» **STUDY MATERIAL**:
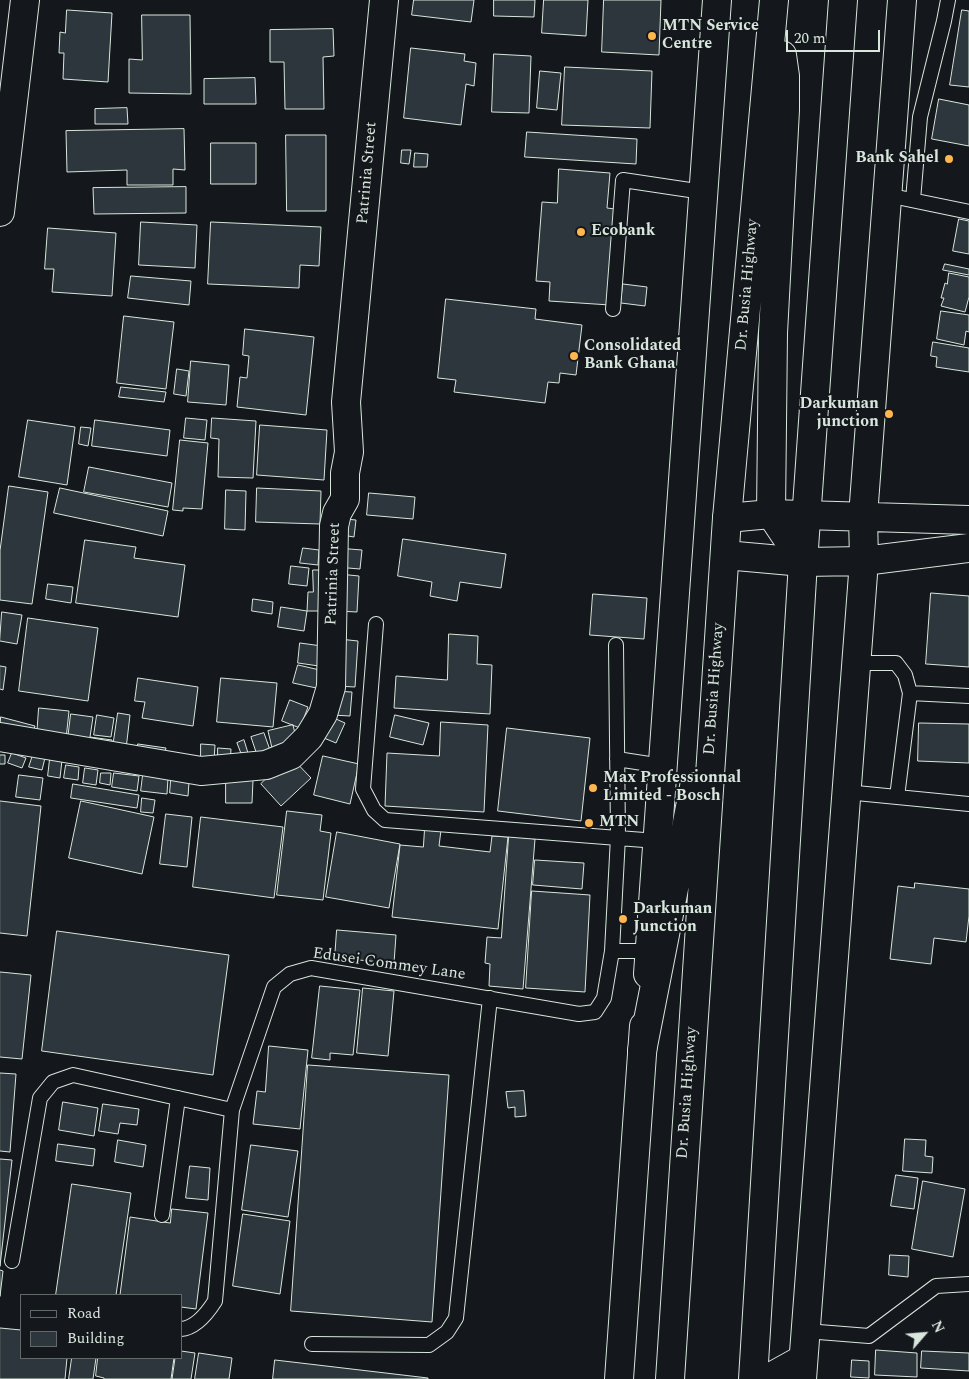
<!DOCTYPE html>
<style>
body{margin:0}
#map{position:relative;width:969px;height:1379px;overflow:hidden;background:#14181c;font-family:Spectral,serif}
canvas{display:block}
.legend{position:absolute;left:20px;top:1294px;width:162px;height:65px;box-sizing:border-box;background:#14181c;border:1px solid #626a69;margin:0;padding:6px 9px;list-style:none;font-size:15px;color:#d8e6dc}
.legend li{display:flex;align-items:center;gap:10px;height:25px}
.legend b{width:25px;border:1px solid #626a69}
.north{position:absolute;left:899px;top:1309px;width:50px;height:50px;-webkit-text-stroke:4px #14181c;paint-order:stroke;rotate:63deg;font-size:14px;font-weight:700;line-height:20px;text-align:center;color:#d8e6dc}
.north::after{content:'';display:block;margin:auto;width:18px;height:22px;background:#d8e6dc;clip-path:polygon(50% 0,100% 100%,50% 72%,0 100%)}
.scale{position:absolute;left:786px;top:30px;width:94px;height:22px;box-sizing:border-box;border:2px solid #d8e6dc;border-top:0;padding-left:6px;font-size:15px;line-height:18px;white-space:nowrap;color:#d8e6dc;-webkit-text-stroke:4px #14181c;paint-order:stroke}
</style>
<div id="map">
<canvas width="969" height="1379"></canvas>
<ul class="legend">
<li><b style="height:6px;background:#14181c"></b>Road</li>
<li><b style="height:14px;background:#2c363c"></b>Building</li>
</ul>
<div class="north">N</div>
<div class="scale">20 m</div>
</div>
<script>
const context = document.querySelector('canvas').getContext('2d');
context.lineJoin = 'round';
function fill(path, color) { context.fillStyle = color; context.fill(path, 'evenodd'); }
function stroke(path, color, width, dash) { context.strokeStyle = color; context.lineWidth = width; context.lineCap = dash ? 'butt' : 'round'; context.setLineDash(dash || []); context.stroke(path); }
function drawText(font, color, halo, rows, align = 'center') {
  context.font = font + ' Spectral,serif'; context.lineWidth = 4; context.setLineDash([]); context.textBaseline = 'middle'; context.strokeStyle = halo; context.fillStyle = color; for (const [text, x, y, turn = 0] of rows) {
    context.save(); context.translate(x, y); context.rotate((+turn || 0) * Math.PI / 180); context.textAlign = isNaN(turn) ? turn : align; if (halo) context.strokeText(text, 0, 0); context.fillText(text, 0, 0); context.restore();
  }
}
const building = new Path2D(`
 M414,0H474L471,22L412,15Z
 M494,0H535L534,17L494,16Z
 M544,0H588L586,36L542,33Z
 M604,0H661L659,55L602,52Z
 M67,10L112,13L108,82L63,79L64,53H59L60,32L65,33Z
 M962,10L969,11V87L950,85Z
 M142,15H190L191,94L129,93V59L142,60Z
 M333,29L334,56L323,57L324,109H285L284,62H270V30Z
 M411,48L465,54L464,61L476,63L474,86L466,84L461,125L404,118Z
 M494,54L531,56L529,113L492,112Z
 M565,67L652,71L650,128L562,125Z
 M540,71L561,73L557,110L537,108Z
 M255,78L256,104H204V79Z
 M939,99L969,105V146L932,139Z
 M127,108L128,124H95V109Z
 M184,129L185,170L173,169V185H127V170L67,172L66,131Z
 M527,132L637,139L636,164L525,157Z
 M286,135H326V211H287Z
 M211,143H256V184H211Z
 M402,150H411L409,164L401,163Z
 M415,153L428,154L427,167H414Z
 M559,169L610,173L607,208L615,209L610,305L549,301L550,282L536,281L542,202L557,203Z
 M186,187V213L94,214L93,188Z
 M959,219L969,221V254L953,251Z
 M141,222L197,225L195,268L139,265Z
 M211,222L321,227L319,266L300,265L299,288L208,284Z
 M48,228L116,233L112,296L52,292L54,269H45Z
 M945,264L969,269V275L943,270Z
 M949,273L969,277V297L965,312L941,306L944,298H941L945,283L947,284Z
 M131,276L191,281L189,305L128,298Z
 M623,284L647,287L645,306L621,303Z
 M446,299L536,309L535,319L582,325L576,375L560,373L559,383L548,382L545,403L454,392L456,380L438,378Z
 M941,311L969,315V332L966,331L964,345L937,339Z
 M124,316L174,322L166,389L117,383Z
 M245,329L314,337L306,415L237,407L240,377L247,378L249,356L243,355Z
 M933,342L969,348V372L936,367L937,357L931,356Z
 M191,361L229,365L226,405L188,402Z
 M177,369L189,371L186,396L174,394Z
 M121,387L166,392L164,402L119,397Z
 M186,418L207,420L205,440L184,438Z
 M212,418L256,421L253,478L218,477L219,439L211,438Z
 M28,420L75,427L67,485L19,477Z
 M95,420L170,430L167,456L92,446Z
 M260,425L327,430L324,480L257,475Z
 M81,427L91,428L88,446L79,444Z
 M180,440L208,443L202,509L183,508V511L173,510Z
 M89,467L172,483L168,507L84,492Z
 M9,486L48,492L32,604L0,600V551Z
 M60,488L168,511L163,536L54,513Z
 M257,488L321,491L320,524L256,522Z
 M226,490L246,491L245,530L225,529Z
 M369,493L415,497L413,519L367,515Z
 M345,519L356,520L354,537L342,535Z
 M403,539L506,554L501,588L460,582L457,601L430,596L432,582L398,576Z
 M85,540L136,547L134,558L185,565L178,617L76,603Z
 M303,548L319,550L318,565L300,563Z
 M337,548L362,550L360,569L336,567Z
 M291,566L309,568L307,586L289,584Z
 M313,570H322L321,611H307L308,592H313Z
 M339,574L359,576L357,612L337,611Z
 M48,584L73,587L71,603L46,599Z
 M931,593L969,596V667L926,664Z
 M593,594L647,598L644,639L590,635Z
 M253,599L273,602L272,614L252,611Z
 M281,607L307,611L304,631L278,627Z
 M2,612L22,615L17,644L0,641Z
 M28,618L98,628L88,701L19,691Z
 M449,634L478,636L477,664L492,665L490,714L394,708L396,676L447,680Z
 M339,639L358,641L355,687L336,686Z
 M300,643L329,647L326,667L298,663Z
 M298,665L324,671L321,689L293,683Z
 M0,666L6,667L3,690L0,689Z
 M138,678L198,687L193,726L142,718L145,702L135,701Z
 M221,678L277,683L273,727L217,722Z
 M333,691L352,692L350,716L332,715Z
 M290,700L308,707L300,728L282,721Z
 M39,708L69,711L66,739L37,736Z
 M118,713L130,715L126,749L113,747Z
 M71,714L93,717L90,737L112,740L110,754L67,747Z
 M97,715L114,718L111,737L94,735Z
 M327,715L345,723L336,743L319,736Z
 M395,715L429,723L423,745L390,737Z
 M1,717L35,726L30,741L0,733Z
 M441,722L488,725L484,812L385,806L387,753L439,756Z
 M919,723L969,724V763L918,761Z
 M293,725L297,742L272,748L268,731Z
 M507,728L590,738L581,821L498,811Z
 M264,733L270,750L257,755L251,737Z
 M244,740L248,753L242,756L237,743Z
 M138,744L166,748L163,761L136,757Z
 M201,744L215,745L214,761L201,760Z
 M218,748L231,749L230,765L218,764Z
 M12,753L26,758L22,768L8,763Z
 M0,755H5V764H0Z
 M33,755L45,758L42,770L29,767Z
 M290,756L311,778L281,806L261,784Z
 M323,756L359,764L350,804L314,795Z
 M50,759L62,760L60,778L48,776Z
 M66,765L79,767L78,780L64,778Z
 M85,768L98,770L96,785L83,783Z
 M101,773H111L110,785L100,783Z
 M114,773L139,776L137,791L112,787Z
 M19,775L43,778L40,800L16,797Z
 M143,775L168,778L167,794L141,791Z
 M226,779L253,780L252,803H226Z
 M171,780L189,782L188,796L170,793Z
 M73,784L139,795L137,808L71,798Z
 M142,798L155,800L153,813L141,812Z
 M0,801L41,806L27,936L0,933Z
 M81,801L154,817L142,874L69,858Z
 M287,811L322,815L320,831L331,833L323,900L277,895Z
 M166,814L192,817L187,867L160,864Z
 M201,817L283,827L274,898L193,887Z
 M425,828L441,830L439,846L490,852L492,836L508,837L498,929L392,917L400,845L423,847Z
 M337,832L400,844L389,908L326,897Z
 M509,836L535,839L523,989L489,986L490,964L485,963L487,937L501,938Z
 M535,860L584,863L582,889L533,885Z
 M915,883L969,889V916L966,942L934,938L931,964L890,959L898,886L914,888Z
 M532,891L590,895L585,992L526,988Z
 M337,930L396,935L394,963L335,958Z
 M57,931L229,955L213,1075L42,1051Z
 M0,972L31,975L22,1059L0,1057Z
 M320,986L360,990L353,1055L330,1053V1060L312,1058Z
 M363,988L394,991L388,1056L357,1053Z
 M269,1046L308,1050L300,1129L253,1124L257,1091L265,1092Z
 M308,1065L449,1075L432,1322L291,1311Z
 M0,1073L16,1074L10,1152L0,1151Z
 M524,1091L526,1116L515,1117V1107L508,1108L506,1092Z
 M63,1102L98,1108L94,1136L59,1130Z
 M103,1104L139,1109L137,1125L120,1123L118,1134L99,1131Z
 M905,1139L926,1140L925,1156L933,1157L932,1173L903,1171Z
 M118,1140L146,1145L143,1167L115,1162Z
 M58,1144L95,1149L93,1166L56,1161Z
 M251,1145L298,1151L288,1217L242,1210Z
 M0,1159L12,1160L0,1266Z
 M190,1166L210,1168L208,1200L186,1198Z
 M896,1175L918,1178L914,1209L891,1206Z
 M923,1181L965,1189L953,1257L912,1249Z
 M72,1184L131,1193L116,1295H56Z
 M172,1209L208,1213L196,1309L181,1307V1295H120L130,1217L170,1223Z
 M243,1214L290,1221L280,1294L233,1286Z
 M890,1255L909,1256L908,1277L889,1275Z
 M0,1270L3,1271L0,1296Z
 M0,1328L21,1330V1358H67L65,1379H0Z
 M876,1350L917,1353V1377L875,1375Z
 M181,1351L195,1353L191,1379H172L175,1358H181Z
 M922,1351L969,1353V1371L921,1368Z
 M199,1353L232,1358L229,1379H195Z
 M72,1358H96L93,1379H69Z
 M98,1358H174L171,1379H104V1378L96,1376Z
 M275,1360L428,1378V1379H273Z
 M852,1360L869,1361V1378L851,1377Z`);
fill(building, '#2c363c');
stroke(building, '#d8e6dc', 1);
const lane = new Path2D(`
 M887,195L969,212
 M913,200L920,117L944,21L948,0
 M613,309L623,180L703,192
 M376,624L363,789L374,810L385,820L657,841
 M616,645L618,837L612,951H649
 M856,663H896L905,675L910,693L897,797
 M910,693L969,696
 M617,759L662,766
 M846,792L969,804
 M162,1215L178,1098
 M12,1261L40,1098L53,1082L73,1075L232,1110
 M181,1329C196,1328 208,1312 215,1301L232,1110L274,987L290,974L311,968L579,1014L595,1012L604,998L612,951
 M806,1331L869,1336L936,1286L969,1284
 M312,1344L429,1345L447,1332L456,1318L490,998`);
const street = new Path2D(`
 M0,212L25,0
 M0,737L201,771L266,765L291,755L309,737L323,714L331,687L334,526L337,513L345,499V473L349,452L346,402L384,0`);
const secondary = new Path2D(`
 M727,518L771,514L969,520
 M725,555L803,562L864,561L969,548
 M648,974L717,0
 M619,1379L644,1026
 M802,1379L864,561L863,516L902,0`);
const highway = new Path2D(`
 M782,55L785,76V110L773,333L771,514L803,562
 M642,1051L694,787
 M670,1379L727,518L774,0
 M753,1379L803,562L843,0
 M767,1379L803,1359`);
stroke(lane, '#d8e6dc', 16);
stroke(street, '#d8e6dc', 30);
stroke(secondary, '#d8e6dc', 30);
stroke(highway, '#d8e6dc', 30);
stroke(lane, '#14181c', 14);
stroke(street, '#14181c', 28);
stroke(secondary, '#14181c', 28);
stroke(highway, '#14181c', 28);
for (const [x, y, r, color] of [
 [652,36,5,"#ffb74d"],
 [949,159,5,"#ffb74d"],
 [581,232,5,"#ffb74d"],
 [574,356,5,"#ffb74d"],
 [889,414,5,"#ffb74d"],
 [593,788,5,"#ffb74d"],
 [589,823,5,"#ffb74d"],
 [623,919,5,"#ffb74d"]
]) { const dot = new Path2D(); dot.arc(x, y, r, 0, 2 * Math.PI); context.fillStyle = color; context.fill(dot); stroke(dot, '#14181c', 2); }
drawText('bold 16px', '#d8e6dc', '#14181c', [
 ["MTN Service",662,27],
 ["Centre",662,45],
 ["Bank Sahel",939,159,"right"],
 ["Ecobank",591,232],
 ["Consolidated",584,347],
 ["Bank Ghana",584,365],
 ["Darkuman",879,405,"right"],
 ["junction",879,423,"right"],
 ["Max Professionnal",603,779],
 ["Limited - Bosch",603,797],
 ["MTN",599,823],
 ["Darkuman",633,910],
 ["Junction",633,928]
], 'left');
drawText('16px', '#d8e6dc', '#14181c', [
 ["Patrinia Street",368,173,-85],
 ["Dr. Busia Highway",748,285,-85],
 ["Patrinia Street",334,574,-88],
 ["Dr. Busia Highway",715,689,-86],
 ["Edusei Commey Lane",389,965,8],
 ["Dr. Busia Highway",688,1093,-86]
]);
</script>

» **EXERCISE OBJECTIVE**:
Using the listing above, return all lines where the word "canvas" occurs.

» **SOLUTION TO THE EXERCISE**:
canvas{display:block}
<canvas width="969" height="1379"></canvas>
const context = document.querySelector('canvas').getContext('2d');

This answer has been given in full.